Balu Mahi review: Paisa vasool but stretches too long
KARACHI: Last night at Nueplex cinemas I saw Pakistani actors dance around mountains, roll in the hay and it didn’t feel awkward. Since the onset of Lollywood’s wave of reincarnated cinema this was perhaps the first time it didn’t seem our actors were up to something alien. It was far from notions that are popularly considered against ‘our culture’ and they certainly walked the talk to rebut this myopic argument.
Throughout its promotions, the Balu Mahi cast has been vocal about the film being a typical paisa vasool offering that hardly has anything indigenous about it. That is unfortunately very true but even with all the clichés of modern-day romantic comedies, Haissam Hussain manages to keep you fixated for the most of his film. His sense of humour offers a refreshing mix of highbrow and whacky jokes and characters that come for a short while but leave a long-lasting impression. I couldn’t get Javed Sheikh’s ‘bheriya moment’ out of my head as I walked out of the cinema 10 minutes before the film ended. It had become too much for the bladder and Sadaf Kanwal’s beauty shots weren’t good enough reason to rest my case.
The film begins with Bilal (Osman Khalid Butt) all set to express his feelings to his girlfriend who is about to get married to another guy. As soon as the girl reveals her face, it turns out that it’s Mahi (Ainy Jaffri Rehman) and not the girl Butt was looking for.
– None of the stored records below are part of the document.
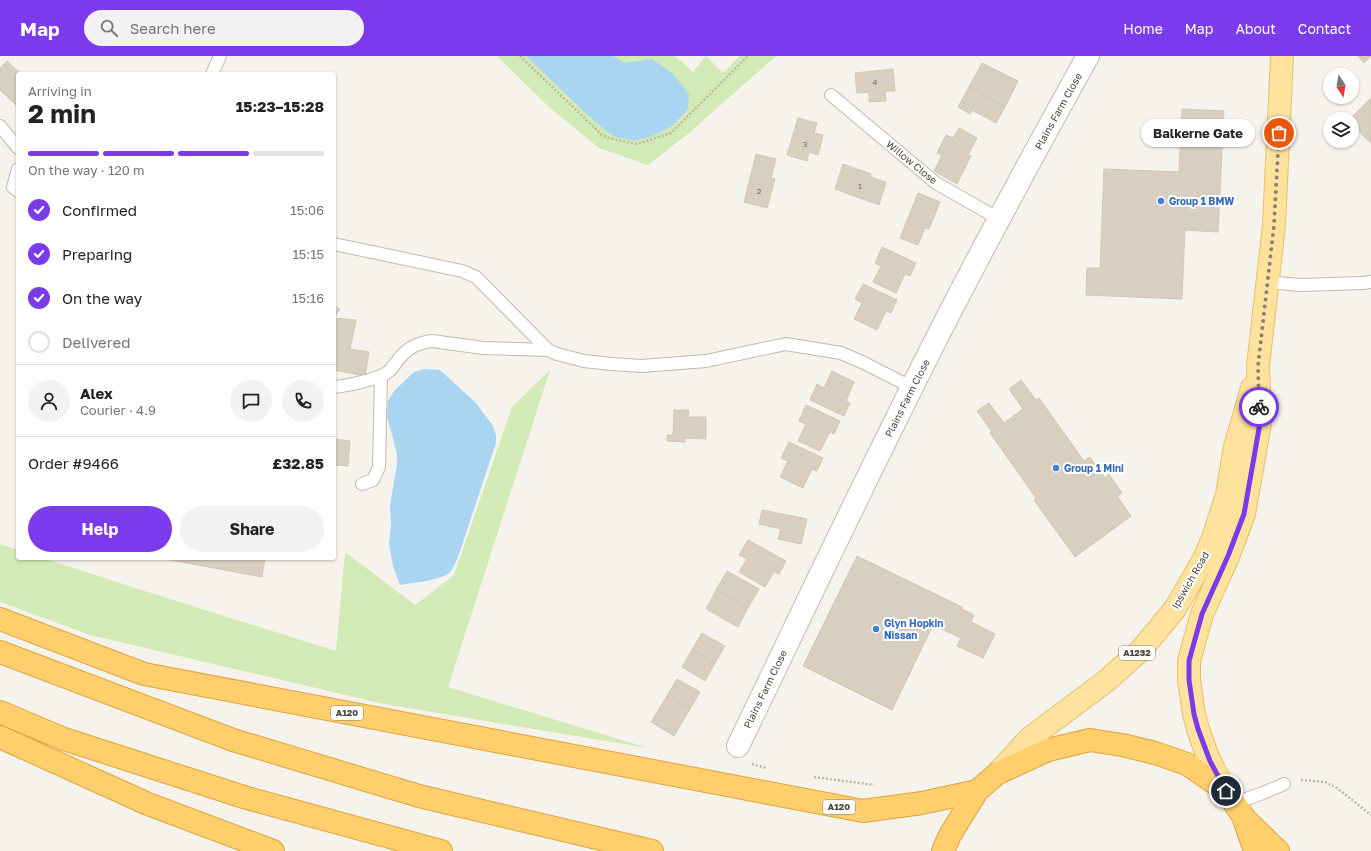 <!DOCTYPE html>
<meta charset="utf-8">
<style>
:root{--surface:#fff;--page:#f2f2f2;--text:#222;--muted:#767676;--line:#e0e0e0;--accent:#7c3aed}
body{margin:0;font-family:"Golos Text",sans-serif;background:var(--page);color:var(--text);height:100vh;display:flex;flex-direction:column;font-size:15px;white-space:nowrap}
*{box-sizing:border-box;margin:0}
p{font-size:13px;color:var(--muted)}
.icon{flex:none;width:22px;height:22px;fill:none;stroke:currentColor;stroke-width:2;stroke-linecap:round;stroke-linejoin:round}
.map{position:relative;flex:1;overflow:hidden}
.drawer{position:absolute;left:16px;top:16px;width:320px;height:488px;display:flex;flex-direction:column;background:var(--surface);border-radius:4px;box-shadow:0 1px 3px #0004}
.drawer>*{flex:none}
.needle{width:26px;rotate:168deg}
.tools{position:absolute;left:1323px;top:12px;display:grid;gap:8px}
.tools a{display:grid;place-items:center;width:36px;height:36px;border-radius:50%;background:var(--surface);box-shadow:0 1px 3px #0004;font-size:20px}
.pin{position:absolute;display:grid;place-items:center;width:34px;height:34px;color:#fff;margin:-17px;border:2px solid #fff;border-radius:50%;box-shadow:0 1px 4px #0007}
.courier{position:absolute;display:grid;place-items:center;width:40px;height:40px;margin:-20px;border:3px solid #7c3aed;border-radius:50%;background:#fff;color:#222;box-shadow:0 1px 5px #0007}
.bubble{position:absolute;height:28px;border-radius:14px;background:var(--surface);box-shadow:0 1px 3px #0004;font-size:13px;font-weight:700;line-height:28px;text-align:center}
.head em{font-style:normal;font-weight:700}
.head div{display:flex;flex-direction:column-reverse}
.head{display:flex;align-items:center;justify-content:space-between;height:68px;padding:0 12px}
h1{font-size:26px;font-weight:700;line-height:30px}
.bar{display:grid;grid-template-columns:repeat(4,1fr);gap:6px 4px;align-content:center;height:48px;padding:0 12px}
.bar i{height:5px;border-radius:3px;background:var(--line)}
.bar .on{background:var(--accent)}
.bar p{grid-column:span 4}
.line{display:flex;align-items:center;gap:10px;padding:0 12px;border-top:1px solid var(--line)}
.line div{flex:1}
.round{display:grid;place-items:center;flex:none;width:42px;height:42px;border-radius:21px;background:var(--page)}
ol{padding:0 12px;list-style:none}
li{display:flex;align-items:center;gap:12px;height:44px}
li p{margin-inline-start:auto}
li .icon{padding:4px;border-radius:50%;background:var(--accent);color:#fff;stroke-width:4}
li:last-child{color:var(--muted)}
li i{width:22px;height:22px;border:2px solid var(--line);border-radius:50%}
.cta{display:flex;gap:8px;margin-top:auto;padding:8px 12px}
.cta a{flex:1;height:46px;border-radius:24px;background:var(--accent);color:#fff;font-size:16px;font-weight:700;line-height:46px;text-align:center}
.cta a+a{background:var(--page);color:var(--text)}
header{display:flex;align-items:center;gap:24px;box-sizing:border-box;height:56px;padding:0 20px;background:var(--accent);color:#fff}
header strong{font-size:19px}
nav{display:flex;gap:22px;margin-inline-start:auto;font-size:14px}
.search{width:280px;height:36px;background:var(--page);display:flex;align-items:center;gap:10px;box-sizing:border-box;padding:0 14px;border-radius:22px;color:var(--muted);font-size:15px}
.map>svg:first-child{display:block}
.green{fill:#d2eab5}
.water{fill:#a9d4f2}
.building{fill:#d8cfc1;stroke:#d3c7b4}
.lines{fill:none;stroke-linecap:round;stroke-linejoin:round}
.lane-casing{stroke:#c2bbae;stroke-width:14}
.street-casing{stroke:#c2bbae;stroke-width:24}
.primary-casing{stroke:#e6c16a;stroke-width:24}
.highway-casing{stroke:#e0a43c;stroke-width:24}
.path{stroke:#c4b79f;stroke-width:2.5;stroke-dasharray:2 2;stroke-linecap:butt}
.lane{stroke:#fff;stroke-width:12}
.street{stroke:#fff;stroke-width:22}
.primary{stroke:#ffe39c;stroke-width:22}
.highway{stroke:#ffcf6e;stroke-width:22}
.done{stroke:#878178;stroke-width:4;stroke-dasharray:0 7.2}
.route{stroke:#7c3aed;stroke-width:5}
.shop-dot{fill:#3f7fe0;stroke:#fff;stroke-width:1.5}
.labels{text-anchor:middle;stroke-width:4;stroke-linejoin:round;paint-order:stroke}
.number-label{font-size:8px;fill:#6e675b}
.shield{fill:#fff;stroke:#817c74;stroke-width:1}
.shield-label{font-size:9px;font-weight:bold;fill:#4b4439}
.street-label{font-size:10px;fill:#4b4439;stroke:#fff}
.shop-label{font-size:10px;font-weight:bold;fill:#366cbe;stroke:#fff;text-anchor:start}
</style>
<header>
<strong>Map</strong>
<div class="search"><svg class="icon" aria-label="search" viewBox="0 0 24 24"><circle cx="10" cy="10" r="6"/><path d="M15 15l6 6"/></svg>Search here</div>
<nav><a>Home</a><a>Map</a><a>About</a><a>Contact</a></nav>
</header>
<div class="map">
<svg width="1371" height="795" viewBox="0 0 1371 795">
<rect width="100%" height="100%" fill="#f6f3ec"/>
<path class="green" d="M497 0H675L693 16 706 0 723 17 740 0H776L689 77 648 109 599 92 549 51Z
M550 314 448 631 648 692 384 648 90 579 0 546V488L18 494V502H43L132 531 336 595 345 496 415 549 454 519 512 351Z"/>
<path class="water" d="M526 0H613L625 7 652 3 672 17 689 38 688 53 672 70 650 81 634 85 613 80 593 64Z
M424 313 440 314 476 347 493 370 496 379V387L458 501C456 505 454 511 451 515 444 524 412 527 400 529L393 510 389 488 391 469 390 449 397 409V398L387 360 388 345 394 335 414 316Z"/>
<path class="building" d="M1358 0H1371L1364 7Z
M7 5 21 18H18V51L0 34V12Z
M982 7 1018 25 1005 51 969 31Z
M893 13 895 35H885L886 45 869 46V36L857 37 855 17Z
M969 31 1005 51 996 67 972 54 970 58 958 51Z
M1371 42V87L1352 69V63H1350Z
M1182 53 1224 55 1218 176 1185 174 1182 243 1086 239 1087 212H1100L1104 113 1179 116Z
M798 62 817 67 814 77 823 79 818 99 809 96 807 105 787 99Z
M959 72 977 82 968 99 971 100 957 128 934 115 942 99 937 97 946 79 953 82Z
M756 98 776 103 771 122 775 123 767 152 744 146Z
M843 108 871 118 870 121 886 126 879 149 835 133Z
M918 137 940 146 929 173 925 172 918 189 900 182Z
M882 191 916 207 910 220 905 218 896 237 873 226 881 210 875 207Z
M863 228 897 244 891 257 886 255 877 274 854 263 862 247 855 243Z
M334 250 340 253 334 262 356 264 350 293 369 296 365 320 334 314Z
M832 315 854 326 846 345 850 347 844 360 810 344 817 328 824 332Z
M1021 324 1036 344 1039 342 1084 405 1090 401 1105 422 1109 418 1122 437 1117 440 1131 460 1075 501 1034 444 1036 442 990 377 992 376 977 355 989 347 1004 367 1023 353 1009 333Z
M806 349 840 365 834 378 830 376 820 395 798 385 806 368 799 365Z
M674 354H689L688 361H706V383L685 382V386L667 385V379H673Z
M334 383 350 385 348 410 334 409Z
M789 386 823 402 817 415 812 413 803 432 780 421 788 405 781 402Z
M762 454 807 463 801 488 778 483 781 473 759 468Z
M748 484 786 505 779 518 774 516 765 531 739 516 747 503 739 499Z
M857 500 962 551V553L974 559 971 566 995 578 983 602 957 590 961 582 933 569 892 654 803 610Z
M160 502H265L262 521Z
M727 515 759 533 748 552 716 534Z
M716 534 748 552 738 571 706 553Z
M702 577 725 590 715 607 692 594Z
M692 594 715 607 705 625 682 611Z
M677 623 700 636 690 653 667 640Z
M667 640 690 653 674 680 651 666Z"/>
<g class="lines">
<defs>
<path id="lane" d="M212 18 220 0
M831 39 936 127 999 163
M0 70 18 92
M18 113 13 131 18 135
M334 188 462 215 476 221 548 294 557 298 584 305 611 308 642 310 706 305 786 288 841 297 864 307 913 332
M1268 226 1300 229 1363 227 1371 226
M334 331C346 330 379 323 388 316 392 313 395 308 398 304 407 292 417 287 432 285L483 292 548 294
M362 428 373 424 379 411 381 321
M1235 747 1263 737 1284 728"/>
<path id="street" d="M738 690C807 547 875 402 948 260 993 173 1040 86 1088 0"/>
<path id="primary" d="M998 717 1030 682 1105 626 1141 594 1175 553 1204 503 1213 482 1227 439 1235 391 1252 332
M1226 735 1214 714 1206 696 1198 673 1194 658 1189 624V605L1202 558 1228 501 1244 458 1260 367 1258 310 1274 169 1282 0"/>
<path id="highway" d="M0 563 144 618 863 755 922 747 977 735
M0 596 233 684 419 740 652 795
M0 656 64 683 247 742 441 795
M0 681 148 748 273 795
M1246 764 1278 795
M943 795 950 779 977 735 998 717 1048 694 1090 684 1122 689 1155 697 1187 708 1226 735 1243 760 1255 795"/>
</defs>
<use href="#lane" class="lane-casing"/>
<use href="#street" class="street-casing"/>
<use href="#primary" class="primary-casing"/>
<use href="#highway" class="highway-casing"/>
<path class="path" d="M520 0 602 79 609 82 637 88 671 77 748 0
M752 708 766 712
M814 721 874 729
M1301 724 1325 726 1337 732 1371 759"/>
<use href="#lane" class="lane"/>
<use href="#street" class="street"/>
<use href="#primary" class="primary"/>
<use href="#highway" class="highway"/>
</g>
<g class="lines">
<path class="done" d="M1259 351 1258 310 1274 169 1279 77"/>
<path class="route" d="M1226 735 1210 705 1198 673 1194 658 1189 624V605L1202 558 1228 500 1244 458 1260 367 1259 351"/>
</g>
<g class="shop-dot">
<circle cx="1161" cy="145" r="4"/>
<circle cx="1056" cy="412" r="4"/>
<circle cx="876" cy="573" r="4"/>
</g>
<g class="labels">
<g class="number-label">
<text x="875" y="29">4</text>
<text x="805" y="91">3</text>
<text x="860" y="133">1</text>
<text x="759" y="138">2</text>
</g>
<g class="shield">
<rect x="1119" y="590" width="36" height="14" rx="3"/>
<rect x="331" y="650" width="32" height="14" rx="3"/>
<rect x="823" y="744" width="32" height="14" rx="3"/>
</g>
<g class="shield-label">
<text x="1137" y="600">A1232</text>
<text x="347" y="660">A120</text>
<text x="839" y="754">A120</text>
</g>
<g class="street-label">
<text transform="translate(1058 55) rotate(-61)" y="4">Plains Farm Close</text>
<text transform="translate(912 106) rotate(39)" y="4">Willow Close</text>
<text transform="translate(907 342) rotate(-63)" y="4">Plains Farm Close</text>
<text transform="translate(1190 524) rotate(-60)" y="4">Ipswich Road</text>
<text transform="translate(765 633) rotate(-64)" y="4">Plains Farm Close</text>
</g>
<g class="shop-label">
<text x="1169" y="149">Group 1 BMW</text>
<text x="1064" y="416">Group 1 Mini</text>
<text x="884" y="571">Glyn Hopkin<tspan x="884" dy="12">Nissan</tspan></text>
</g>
</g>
</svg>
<div class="tools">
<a><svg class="needle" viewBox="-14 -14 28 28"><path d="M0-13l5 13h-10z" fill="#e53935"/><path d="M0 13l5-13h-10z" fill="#767676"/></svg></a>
<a><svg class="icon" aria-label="layers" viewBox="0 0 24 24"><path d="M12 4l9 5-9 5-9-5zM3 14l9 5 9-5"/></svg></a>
</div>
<div class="pin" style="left:1279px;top:77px;background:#ea580c"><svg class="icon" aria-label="bag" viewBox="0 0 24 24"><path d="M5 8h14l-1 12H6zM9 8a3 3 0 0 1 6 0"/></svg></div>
<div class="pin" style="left:1226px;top:735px;background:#1f2937"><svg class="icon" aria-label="home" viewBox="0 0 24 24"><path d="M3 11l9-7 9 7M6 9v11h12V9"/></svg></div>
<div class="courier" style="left:1259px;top:351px"><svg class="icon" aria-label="bike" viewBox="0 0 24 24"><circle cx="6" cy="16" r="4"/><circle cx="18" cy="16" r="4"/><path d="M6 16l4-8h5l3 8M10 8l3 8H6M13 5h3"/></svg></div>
<div class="bubble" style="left:1141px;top:63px;width:114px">Balkerne Gate</div>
<section class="drawer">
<div class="head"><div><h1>2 min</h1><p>Arriving in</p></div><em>15:23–15:28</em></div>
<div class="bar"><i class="on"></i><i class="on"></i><i class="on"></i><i></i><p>On the way · 120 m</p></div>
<ol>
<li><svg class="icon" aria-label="check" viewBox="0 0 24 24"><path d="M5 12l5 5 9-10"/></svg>Confirmed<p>15:06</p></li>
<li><svg class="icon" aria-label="check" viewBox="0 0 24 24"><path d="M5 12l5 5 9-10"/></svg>Preparing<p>15:15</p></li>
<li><svg class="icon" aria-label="check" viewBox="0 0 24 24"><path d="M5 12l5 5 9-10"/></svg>On the way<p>15:16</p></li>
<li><i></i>Delivered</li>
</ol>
<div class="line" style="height:72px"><a class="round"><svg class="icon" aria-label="person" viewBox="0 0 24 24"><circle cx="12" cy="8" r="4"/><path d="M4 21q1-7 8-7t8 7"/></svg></a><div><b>Alex</b><p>Courier · 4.9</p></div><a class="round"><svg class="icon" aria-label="chat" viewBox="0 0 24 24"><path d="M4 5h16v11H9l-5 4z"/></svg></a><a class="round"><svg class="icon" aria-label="phone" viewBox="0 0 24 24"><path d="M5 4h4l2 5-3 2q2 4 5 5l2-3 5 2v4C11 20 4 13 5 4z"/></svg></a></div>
<div class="line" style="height:52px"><div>Order #9466</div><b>£32.85</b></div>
<div class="cta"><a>Help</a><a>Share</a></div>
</section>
</div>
This creates confusion and Mahi forces Bilal to run away with her so as to save herself from a fate she never wanted. They run away only to realise the mistake they had committed and so begins a chase between their families and their dreams.
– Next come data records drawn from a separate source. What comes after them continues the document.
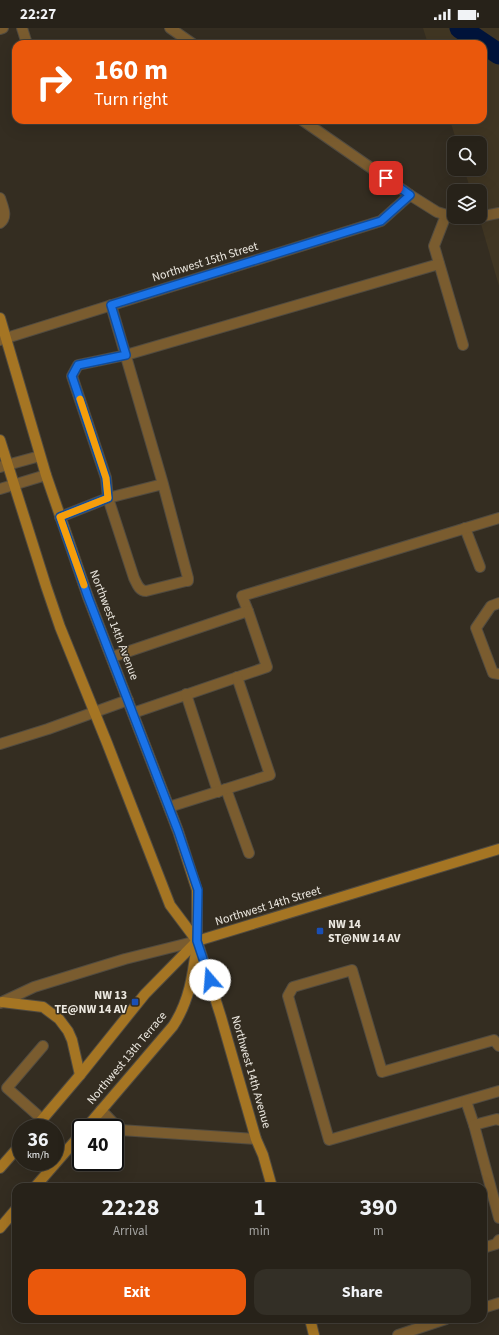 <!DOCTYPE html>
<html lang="en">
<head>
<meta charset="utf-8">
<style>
  body { margin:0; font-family:"Source Sans 3",sans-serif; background:#332f26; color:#f1f3f6; height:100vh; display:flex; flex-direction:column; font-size:15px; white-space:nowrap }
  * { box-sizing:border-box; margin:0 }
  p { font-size:13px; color:#a4a4a2 }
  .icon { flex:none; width:22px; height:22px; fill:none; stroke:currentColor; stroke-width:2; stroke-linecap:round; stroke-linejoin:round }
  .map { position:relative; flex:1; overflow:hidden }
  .panel { position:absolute; left:12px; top:1155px; width:475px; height:140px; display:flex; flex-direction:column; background:#272219; border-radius:12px; box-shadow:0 4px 16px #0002,0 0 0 1px #433f38 }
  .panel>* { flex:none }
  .hud { position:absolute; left:12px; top:12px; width:475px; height:84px; border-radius:12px; box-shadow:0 4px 16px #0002,0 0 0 1px #433f38; background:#ea580c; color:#fff; overflow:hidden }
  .fabs { position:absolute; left:447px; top:108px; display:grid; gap:8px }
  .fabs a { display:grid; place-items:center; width:40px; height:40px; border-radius:8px; background:#272219; box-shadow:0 4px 16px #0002,0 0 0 1px #433f38; font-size:20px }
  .speed { position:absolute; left:12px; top:1091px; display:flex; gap:8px; font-size:20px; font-weight:700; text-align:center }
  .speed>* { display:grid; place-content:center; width:52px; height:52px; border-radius:50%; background:#272219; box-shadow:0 4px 16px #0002,0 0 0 1px #433f38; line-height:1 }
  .speed small { font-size:10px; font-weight:400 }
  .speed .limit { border:2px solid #111; border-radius:6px; background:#fff; color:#111 }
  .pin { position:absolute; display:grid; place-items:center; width:34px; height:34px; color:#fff; margin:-17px; border-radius:8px; box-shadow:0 2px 6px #0006 }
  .me { position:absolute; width:44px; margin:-22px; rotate:342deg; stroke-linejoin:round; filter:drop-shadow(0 0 3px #0008) }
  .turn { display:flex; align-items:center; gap:14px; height:84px; padding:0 16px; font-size:18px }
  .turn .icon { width:52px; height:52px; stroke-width:2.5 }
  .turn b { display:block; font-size:28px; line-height:34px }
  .eta { display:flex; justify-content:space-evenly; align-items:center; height:68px; text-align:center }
  .eta b { font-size:24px; font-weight:700; line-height:28px }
  .action { display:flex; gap:8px; margin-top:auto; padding:8px 16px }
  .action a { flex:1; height:46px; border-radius:12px; background:#ea580c; color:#fff; font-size:16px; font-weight:700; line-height:46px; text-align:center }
  .action a+a { background:#332f26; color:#f1f3f6 }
  .status { display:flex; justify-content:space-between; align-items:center; height:28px; padding:0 20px; background:#272219; direction:ltr }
  .status svg { height:11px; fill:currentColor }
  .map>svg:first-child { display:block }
  .built { fill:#403623 }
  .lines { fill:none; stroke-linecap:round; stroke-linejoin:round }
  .canal { stroke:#00143b; stroke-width:21 }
  .lane-casing { stroke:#514b40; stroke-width:12 }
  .street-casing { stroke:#514b40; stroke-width:12 }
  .secondary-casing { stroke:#514b40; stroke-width:12 }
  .lane { stroke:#7a5c2f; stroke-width:10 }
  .street { stroke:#7a5c2f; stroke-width:10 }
  .secondary { stroke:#a57523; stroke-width:10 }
  .route-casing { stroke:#114b97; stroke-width:10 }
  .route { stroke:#1a73e8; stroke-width:7 }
  .slow { stroke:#f59e0b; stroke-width:7 }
  .transit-dot { fill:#1a4fb4; stroke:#342d21; stroke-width:1.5 }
  .labels { text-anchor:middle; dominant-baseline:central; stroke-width:3; stroke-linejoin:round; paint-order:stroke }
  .street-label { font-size:12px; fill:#ece8e0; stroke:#342d21 }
  .poi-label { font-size:12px; font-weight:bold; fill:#ece8e0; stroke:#342d21; text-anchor:start }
</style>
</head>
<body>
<div class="status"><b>22:27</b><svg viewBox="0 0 49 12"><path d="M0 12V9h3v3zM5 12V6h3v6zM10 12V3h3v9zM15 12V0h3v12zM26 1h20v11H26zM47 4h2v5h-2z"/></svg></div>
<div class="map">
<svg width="499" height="1307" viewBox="0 0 499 1307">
  <rect width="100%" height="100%" fill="#342d21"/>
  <path class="built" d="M423,0H499V258L479,189H480V163H471L464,141H480V115H457L450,92H483V16H428Z"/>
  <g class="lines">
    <path class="canal" d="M460,0L499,26"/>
    <defs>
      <g id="lane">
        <path d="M22,0L27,16"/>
        <path d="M0,170C3,179 8,189 0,195"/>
        <path d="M446,187L434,218L463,317"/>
        <path d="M111,277L163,456L188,550V553H186L146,563C139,563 137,556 134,550L108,470L163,456"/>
        <path d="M60,489L108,470L106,450L72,348L78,337L126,327L439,236"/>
        <path d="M465,500L480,539"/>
        <path d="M499,575L491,578L476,600L493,645L499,646"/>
        <path d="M248,583L242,568L499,490"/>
        <path d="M112,629L248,583L267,639L133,685"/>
        <path d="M186,666L218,764"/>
        <path d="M226,761L249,825"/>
        <path d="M169,779L270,747L237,649"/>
        <path d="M499,1018L494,1012L382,1044L352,942L293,959L288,968L329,1112L499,1063"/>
        <path d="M466,1073L474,1097"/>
        <path d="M101,1082L120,1102L256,1111"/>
        <path d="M42,1091L7,1060L43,1018"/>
        <path d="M499,1092L497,1091L474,1097L499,1190"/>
        <path d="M483,1220L496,1216L499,1212"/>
        <path d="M483,1280L499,1275"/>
        <path d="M398,1307L446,1291"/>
      </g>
      <g id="street">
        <path d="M170,0L193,16"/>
        <path d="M0,1L3,0"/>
        <path d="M302,92L410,167L437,184L453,189L469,191L499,185"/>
        <path d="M0,312L381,193L410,167"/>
        <path d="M0,439L40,428"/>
        <path d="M0,461L46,447"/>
        <path d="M0,716L48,701L128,672"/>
        <path d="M0,975L34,959L125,931L197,913"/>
      </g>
      <g id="secondary">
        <path d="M0,290L46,447L88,569L178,803L197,862V913L221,989L256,1111L263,1127L272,1159"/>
        <path d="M0,412L46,558L60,599L107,715L170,877L197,913"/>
        <path d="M2,974L43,979L59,991L68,1003L72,1012L80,1047"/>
        <path d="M35,1100L80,1047L145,966L197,913L499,821"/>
        <path d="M86,1100L173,998C190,972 193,945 197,915"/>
        <path d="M0,1140L21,1116"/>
        <path d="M35,1159L81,1106"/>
        <path d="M0,1200L16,1181"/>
        <path d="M310,1291L314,1307"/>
      </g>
    </defs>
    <use href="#lane" class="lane-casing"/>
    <use href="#street" class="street-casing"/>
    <use href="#secondary" class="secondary-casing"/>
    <use href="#lane" class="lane"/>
    <use href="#street" class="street"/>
    <use href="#secondary" class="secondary"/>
  </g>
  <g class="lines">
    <defs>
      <path id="route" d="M210,952L197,913L198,862L178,803L88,569L60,489L108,470L106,450L72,348L78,337L126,327L111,277L381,193L410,167L386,150"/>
    </defs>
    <use href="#route" class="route-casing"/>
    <use href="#route" class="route"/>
    <path class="slow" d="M80,371L106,450L108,470L60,489L84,557"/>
  </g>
  <g class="transit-dot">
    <rect x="316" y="899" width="8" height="8" rx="2"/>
    <rect x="131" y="970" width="8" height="8" rx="2"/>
  </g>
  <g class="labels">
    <g class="street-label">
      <text transform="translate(205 234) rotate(-17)">Northwest 15th Street</text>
      <text transform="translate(114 597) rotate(69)">Northwest 14th Avenue</text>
      <text transform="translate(268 878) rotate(-17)">Northwest 14th Street</text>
      <text transform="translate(127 1030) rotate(-50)">Northwest 13th Terrace</text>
      <text transform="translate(251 1044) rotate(74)">Northwest 14th Avenue</text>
    </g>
    <g class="poi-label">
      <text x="328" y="896">NW 14<tspan x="328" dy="14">ST@NW 14 AV</tspan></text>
      <text x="127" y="967" text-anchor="end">NW 13<tspan x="127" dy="14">TE@NW 14 AV</tspan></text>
    </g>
  </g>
</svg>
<div class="fabs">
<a><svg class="icon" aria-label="search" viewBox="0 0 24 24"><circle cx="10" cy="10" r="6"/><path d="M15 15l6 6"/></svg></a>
<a><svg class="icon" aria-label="layers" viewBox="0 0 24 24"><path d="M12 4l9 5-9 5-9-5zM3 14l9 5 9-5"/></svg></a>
</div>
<div class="speed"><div>36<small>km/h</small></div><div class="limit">40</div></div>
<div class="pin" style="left:386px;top:150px;background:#d93025"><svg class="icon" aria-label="arrive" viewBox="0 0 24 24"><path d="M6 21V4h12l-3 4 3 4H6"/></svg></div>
<svg class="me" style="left:210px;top:952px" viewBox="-20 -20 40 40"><circle r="19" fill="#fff"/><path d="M0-13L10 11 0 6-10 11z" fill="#1a73e8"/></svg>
<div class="hud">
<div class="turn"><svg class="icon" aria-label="right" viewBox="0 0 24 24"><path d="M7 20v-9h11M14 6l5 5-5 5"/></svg><div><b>160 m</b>Turn right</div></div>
</div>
<section class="panel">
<div class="eta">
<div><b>22:28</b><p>Arrival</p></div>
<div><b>1</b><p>min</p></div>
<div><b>390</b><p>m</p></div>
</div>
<div class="action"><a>Exit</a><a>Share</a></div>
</section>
</div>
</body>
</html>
One could hardly contain a yawn during this entire establishing sequence. The drama though was forced, and actors, particularly Butt and Jaffri seemed rusty as if it was literally the first sequence of the entire shooting process. There were some major sound panning issues as well with the dialogues coming from one side of the hall and the score and effects from the other side. But just when you were about to look at your watch and think about the quality of caramel popcorns, the film actually picked up.
With the passing of narrative both Jaffri and Butt shined and showcased one of the most well-suited performances in Pakistani cinema. The edginess and confusion Butt portrayed as a man who is learning to dare and take charge of things remarkably blended with his good looks. He is in process of proving himself to be more than just a chocolate hero. Ainy on the other hand was the real surprise package; it seemed like either Mahi was tailor-made for her or that is actually a character very similar to her real life persona. Her dialogue delivery was on point and so was the spontaneity of her body movements, she was literally going with the flow and Hussain deserves equal credit for paying attention to such details. Team that with Sahir Ali Bagga’s exceptional command on excelling at film music and you have a recipe for success.
As a film buff I’ve always despised the romantic comedy genre. Its shallow and you know what’s going to happen in the end of it. That was exactly the case with Balu Mahi but where Hussain really stood out was his intertwining of sub-plots and subtlety with which he communicated them on screen. Having said that, like most of the Pakistani films and some Bollywood offerings too, he opened so many threads within the subplots that by the time he tried to resolve each one of them, it was already too tangled.
In Faiz’s words, director Haissam Hussain arrives like spring silently appears in the wilderness and gives us enough moments to embrace Balu Mahi despite its unbearable duration. You can easily walk out after two hours of the film and you aren’t going to miss anything…save for some drop dead gorgeous shots of Sadaf Kanwal.